- The Washington Times - Friday, October 2, 2015


A billionaire considers the financial toll: Republican presidential front-runner Donald Trump has a certain amount of glee when it comes to Russia’s bombing campaign in Syria.

“I love the fact that Russia is spending a lot of their money, a lot of their manpower and we’re not necessarily going to have to spend this much,” Mr. Trump noted this week.

“I think that’s OK. Russia got bogged down in Afghanistan. It ruined the Soviet Union because, I don’t know if you know, but the Soviet Union was basically destroyed. It went virtually bankrupt because of what happened. They got bogged down in Afghanistan. They’ll probably get bogged down over here, too,” Mr. Trump told the Fox Business Network.

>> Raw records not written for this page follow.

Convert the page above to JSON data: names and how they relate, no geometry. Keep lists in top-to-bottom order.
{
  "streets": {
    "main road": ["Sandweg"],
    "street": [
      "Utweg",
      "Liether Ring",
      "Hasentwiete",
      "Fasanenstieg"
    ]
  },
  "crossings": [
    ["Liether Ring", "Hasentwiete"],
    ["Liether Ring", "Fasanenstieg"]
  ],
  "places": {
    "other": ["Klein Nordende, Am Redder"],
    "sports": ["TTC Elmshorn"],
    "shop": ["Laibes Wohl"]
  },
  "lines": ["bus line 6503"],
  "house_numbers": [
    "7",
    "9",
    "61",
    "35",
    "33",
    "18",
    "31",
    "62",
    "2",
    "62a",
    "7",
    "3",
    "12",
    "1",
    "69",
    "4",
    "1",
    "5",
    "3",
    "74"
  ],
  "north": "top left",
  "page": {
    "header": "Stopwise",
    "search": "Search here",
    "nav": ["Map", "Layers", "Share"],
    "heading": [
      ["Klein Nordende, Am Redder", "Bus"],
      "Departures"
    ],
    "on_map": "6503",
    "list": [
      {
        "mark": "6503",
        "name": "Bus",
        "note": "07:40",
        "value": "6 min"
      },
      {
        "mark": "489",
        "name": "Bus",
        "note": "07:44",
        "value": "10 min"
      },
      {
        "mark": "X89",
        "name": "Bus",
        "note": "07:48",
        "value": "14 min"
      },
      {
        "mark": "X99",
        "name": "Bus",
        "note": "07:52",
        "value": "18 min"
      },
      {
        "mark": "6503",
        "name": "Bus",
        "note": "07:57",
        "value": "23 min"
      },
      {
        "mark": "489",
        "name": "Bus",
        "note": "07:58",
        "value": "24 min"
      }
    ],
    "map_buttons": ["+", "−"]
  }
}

According to a partial estimate revealed in CIA declassified documents, the Soviet Union spent at least $50 billion - in 1984 dollars - during a six-year period in Afghanistan. The effort began in December, 1979 and continued for a decade. The Soviet Union arrived in support of the Afghan communist government, itself in conflict with anticommunist Muslim guerrillas during the Afghan War, which lasted from 1978-92. Some 14,500 Soviet Armed Forces troops were killed, 54,000 were wounded and many thousands sickened by the grueling conditions.

“This event began a brutal, decade-long attempt by Moscow to subdue the Afghan civil war and maintain a friendly and socialist government on its border. It was a watershed event of the Cold War, marking the only time the Soviet Union invaded a country outside the Eastern Bloc — a strategic decision met by nearly worldwide condemnation. While the massive, lightning-fast military maneuvers and brazenness of Soviet political objectives constituted an ‘invasion’ of Afghanistan, the word ‘intervention more accurately describes these events as the culmination of growing Soviet domination going back to 1973,” summarizes an official U.S. State Dept. historic account of the efforts.

“Undoubtedly, leaders in the Kremlin had hoped that a rapid and complete military takeover would secure Afghanistan’s place as an exemplar of the Brezhnev Doctrine, which held that once a country became socialist Moscow would never permit it to return to the capitalist camp. The United States and its European allies, guided by their own doctrine of containment, sharply criticized the Soviet move into Afghanistan and devised numerous measures to compel Moscow to withdraw.”